Partial sums of biased random multiplicative functions

TL;DR

This paper investigates the behavior of partial sums of biased random multiplicative functions supported on squarefree integers, establishing conditions for their growth and linking the Riemann Hypothesis to their asymptotic properties.

Contribution

It provides necessary and sufficient conditions for the growth of partial sums of biased random multiplicative functions and connects these results to the Riemann Hypothesis.

Findings

Conditions for $M_f(x)=o(x^{1-eta})$ for biased functions

Characterization of strong and weak bias in random multiplicative functions

Equivalence of the Riemann Hypothesis to bounds on partial sums of certain weakly biased functions

Abstract

Let $\mathcal{P}$ be the set of the primes.

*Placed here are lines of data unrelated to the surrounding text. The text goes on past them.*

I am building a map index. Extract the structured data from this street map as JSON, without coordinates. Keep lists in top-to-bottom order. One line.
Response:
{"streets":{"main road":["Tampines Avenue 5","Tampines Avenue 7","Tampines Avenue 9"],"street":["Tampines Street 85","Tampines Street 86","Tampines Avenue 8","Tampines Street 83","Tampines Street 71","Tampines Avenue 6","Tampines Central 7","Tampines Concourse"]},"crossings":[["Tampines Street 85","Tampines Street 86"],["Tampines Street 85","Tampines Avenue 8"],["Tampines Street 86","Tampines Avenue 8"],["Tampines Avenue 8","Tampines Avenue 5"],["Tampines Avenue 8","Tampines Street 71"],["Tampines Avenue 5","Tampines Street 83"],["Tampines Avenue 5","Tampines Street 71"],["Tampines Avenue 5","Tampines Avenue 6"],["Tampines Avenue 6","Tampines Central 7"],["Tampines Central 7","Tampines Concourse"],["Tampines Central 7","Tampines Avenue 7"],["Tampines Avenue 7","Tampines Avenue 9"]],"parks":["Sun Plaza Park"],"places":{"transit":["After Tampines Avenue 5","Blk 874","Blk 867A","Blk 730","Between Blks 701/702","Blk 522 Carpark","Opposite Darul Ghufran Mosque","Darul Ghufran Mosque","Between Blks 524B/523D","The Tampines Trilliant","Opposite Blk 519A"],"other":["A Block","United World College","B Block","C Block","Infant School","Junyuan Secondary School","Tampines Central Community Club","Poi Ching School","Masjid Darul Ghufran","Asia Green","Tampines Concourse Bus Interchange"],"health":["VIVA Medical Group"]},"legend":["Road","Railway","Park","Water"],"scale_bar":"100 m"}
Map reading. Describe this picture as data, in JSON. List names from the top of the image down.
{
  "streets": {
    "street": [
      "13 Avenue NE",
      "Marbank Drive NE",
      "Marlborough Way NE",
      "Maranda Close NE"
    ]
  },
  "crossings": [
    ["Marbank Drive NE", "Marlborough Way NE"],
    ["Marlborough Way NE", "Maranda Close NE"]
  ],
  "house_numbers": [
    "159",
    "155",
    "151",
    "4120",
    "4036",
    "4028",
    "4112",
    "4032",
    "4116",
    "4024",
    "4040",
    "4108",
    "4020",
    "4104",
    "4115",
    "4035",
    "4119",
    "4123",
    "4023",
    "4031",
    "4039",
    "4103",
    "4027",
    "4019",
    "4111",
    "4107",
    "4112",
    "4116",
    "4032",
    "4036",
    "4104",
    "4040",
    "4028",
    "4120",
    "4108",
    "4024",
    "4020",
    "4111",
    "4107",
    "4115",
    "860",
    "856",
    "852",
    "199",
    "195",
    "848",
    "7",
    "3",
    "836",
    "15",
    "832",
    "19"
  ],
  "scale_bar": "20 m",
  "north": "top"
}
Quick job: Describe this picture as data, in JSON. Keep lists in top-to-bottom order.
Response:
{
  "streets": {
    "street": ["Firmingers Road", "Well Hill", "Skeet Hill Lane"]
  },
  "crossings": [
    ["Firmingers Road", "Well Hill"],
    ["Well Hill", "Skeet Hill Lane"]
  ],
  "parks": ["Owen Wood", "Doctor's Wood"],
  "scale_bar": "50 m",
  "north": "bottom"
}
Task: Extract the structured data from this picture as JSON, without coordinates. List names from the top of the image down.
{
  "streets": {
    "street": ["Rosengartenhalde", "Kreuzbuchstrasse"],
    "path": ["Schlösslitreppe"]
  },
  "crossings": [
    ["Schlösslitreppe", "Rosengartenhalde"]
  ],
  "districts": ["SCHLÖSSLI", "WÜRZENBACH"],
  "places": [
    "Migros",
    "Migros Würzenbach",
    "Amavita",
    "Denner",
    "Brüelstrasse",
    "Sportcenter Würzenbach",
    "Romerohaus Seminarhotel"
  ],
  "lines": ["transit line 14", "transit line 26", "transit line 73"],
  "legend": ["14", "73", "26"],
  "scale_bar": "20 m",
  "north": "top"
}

We consider a class of random multiplicative functions $f$ supported on the squarefree integers, such that $\{f(p)\}_{p\in\mathcal{P}}$ form a sequence of $\pm1$ valued independent random variables with $\mathbb{E} f(p)<0$, $\forall p\in \mathcal{P}$. The function $f$ is called strongly biased (towards classical M\"obius function), if $\sum_{p\in\mathcal{P}}\frac{f(p)}{p}=-\infty$ a.s., and it is weakly biased if $\sum_{p\in\mathcal{P}}\frac{f(p)}{p} $ converges a.s. Let $M_f(x):=\sum_{n\leq x}f(n)$. We establish a number of necessary and sufficient conditions for $M_f(x)=o(x^{1-\alpha})$ for some $\alpha>0$, a.s., when $f$ is strongly or weakly biased, and prove that the Riemann Hypothesis holds if and only if $M_{f_\alpha}(x)=o(x^{1/2+\epsilon})$ for all $\epsilon>0$ a.s., for each $\alpha>0$, where $\{f_\alpha \}_\alpha$ is a certain family of weakly biased random multiplicative functions.